* Description of the task: All lines holding the word "halo" should be located in the records and copied.
##### Provided data
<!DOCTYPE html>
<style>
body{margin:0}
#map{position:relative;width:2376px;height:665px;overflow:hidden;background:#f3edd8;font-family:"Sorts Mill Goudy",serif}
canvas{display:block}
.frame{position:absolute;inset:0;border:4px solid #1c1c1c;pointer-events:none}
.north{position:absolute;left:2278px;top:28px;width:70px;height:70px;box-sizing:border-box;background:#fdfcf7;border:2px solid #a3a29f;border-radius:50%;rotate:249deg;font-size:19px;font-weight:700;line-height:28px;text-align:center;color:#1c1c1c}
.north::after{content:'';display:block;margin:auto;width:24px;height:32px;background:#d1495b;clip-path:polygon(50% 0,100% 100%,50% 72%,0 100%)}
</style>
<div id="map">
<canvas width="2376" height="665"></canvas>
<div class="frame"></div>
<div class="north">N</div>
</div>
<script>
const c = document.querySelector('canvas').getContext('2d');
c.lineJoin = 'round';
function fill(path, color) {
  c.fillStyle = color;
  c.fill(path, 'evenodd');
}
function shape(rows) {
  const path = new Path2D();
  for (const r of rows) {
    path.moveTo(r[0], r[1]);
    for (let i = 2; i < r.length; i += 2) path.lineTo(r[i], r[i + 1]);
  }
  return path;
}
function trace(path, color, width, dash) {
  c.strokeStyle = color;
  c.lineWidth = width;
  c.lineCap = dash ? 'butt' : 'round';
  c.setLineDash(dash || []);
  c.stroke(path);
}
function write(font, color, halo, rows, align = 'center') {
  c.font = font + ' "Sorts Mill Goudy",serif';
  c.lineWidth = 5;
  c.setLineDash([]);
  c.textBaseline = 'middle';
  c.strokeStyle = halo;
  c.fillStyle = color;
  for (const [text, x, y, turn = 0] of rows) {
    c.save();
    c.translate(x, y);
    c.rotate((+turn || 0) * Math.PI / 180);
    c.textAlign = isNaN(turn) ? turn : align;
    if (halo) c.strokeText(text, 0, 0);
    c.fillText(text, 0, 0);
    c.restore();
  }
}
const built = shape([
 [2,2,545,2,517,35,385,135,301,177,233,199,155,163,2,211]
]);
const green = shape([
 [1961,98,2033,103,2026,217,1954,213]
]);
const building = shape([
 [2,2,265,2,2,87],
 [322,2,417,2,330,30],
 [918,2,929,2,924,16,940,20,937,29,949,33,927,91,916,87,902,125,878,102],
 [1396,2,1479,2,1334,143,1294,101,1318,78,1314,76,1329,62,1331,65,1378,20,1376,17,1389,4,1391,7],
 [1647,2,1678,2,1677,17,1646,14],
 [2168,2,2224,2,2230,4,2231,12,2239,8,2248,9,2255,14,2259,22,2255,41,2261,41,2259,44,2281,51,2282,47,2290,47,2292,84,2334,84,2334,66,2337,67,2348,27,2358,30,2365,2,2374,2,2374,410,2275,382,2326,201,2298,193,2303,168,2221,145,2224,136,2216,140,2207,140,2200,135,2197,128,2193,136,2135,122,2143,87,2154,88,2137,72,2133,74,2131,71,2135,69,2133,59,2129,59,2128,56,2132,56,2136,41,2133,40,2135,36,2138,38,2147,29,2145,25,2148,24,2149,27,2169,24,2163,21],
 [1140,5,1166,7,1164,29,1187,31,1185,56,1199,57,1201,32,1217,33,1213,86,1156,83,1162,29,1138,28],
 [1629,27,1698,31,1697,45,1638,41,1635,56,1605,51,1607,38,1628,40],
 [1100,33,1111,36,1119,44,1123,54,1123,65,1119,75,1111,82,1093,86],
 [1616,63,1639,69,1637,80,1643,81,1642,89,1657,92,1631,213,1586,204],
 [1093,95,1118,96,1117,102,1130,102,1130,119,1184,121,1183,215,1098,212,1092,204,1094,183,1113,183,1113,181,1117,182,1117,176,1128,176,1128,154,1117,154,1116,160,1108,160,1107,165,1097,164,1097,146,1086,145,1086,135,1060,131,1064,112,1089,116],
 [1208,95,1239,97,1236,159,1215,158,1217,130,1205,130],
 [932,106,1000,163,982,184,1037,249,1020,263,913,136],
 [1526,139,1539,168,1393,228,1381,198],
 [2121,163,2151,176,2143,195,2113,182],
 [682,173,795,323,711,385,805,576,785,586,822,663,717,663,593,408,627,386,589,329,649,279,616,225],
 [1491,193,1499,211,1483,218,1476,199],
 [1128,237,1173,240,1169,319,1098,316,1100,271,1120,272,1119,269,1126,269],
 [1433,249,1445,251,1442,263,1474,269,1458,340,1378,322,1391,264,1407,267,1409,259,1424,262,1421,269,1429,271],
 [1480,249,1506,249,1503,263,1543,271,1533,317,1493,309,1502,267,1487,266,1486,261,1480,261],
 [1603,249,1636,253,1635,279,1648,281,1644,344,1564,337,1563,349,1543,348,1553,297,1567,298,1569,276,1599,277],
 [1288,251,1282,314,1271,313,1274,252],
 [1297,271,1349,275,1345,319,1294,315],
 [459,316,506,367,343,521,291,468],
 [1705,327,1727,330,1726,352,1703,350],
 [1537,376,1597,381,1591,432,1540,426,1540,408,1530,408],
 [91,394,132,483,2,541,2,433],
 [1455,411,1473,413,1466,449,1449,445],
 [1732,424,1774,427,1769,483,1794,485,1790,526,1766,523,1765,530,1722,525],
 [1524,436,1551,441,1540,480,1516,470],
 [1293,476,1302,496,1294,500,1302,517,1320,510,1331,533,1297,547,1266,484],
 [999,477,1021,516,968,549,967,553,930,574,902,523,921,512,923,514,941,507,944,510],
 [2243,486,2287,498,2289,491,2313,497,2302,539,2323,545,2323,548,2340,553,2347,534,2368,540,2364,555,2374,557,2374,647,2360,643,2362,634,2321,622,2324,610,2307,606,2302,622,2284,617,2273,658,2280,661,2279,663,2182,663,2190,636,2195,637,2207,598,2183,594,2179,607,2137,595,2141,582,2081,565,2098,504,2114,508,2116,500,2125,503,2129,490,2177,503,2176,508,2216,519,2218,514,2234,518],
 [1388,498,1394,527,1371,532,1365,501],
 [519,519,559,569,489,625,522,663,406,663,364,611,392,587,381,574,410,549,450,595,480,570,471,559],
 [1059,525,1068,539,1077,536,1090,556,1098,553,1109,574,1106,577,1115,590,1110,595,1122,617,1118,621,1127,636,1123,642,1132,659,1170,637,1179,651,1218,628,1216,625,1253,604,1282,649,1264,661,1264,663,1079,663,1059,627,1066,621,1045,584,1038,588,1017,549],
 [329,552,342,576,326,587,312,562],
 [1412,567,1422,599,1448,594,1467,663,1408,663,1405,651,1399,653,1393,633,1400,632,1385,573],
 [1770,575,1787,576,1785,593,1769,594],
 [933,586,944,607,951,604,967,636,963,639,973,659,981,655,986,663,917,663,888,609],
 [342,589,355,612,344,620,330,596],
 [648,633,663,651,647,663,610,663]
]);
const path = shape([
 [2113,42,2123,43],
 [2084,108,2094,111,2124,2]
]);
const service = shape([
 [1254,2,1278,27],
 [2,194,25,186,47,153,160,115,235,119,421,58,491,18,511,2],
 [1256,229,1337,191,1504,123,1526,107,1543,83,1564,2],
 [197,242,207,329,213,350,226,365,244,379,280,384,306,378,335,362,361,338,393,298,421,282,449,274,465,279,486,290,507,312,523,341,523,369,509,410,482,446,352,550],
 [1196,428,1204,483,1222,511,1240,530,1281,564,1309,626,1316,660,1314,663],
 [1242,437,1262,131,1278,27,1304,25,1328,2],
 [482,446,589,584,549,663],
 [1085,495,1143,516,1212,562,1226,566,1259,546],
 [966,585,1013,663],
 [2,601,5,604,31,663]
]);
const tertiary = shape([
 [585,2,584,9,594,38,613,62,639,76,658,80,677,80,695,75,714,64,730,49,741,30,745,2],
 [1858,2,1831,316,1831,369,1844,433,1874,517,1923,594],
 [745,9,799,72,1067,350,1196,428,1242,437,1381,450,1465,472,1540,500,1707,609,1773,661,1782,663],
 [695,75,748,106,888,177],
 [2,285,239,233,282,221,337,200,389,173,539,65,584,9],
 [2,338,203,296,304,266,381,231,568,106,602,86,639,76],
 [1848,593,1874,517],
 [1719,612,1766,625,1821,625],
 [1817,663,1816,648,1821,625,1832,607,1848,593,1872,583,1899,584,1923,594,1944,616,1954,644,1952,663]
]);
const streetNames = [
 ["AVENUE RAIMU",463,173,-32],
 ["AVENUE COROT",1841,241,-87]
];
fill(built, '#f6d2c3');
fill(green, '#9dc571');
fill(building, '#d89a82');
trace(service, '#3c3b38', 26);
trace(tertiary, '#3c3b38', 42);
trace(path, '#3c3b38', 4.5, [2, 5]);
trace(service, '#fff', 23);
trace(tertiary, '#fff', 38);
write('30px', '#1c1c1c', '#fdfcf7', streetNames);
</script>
##########
* Task answer:
function write(font, color, halo, rows, align = 'center') {
  c.strokeStyle = halo;
    if (halo) c.strokeText(text, 0, 0);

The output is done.